It is interesting that history has validated some of Ibn's writings with some of the settlements visited on this quest having been unearth by archaeologists and being as described in Ibn's journals. It is speculated that the beasts might have been an isolated group of Scandinavian Neanderthals that somehow had survived into the 10th century when the prevailing thought was they went extinct 30,000 years earlier. Which parts of this story are true and which are fiction was hard to discern. Overall, this was a compelling read that I could not put down. Score another for Crichton.
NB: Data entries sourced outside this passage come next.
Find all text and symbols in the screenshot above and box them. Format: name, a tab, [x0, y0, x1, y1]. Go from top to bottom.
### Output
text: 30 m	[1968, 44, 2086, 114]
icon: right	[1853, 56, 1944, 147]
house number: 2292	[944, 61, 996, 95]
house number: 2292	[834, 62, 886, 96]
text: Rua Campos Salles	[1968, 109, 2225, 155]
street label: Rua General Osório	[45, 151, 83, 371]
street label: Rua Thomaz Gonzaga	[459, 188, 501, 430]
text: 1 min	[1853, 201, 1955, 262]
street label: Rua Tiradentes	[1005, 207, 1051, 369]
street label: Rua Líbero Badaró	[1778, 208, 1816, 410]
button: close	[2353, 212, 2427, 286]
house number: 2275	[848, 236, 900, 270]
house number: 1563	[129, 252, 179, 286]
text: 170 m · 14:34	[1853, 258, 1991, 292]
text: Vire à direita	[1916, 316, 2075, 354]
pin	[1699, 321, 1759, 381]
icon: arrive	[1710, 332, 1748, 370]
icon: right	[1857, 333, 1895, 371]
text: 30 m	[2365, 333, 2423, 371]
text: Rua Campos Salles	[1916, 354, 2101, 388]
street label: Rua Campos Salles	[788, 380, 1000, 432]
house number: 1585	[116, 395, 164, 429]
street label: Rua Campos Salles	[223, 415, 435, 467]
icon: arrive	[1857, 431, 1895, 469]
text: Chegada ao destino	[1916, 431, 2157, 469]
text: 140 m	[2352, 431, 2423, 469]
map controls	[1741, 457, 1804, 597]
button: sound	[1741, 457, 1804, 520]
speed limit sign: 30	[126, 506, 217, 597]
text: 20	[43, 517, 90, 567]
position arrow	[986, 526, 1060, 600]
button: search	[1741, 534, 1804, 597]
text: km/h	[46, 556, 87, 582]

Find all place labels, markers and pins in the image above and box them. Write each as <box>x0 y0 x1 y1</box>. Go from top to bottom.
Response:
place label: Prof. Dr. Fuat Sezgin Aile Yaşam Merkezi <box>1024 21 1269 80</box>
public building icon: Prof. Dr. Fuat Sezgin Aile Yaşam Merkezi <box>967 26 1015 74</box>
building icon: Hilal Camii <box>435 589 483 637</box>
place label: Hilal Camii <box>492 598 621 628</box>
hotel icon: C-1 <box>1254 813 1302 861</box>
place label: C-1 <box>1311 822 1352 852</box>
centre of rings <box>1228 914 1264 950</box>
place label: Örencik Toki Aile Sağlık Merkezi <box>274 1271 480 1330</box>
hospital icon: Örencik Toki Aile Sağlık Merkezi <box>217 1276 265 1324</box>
11. Micro - Michael Crichton and Richard Preston - Another good Crichton story. This is a story about a group of eight graduate students who. while looking for work outside academia, become involved with a CEO psychopath, Vin Drake,  who's only ambition is to make lots of money regardless of whom he has to walk over or kill. The students travel to Hawaii to interview with Nanigen, Drake's company and to find out any info they can about one of the student's brother who disappeared while working there. When it becomes apparent to Drake that the students know his involvement with the disappearance he uses Nanigen's technology to shrink them down to 1/2" in size using super conductive magnets. The story is about how the student who are let loose to fend for themselves in a hidden tropical valley near Waikiki are slowly killed off by natural processes. When one is 1/2" tall the natural world with all of the insects, birds, bats, rats, etc. is a dangerous place. They realize that Nature doesn't care one way or another about their survival and offers no mercy or second chances. In the end, two of the students survive and are returned to their normal size while Drake is killed by his own miniature robots. A fitting end for such a bad person. On to the next Crichton novel.
12. Pirate Latitudes - Michael Crichton - A non science fiction novel which Crichton wrote but never published. It was found in his files after his death. While I enjoy reading his science fiction stories more, this wasn't a bad story. The story takes place in the Caribbean in the middle 1600 when England and Spain were at war and were both exploiting the new world for treasure. In this story an English ship captain Hunter, is sent by the Governor of Port Royal on a privateer mission to raid a Spanish fort and liberate a treasure galleon anchored there. After numerous incidents including capture by the Spanish, Hunter uses his cunning to destroy the fort's defenses and capture the ship. As they flee they are followed and cornered by a Spanish war ship which they also destroy. Upon return to Port Royal, Hunter finds the Governor has been deposed and instead of being welcomed as a hero he is immediately thrown into jail and charged with being a pirate. His accusers all stand to profit from Hunter's death and therefore condemn him to hanging. He is broken out of jail by friends who know he was framed and he proceeds to kill everyone who condemned him. He restores the power of the previous Governor who absolves him of all offenses and he lives out his life in England as a fairly rich man.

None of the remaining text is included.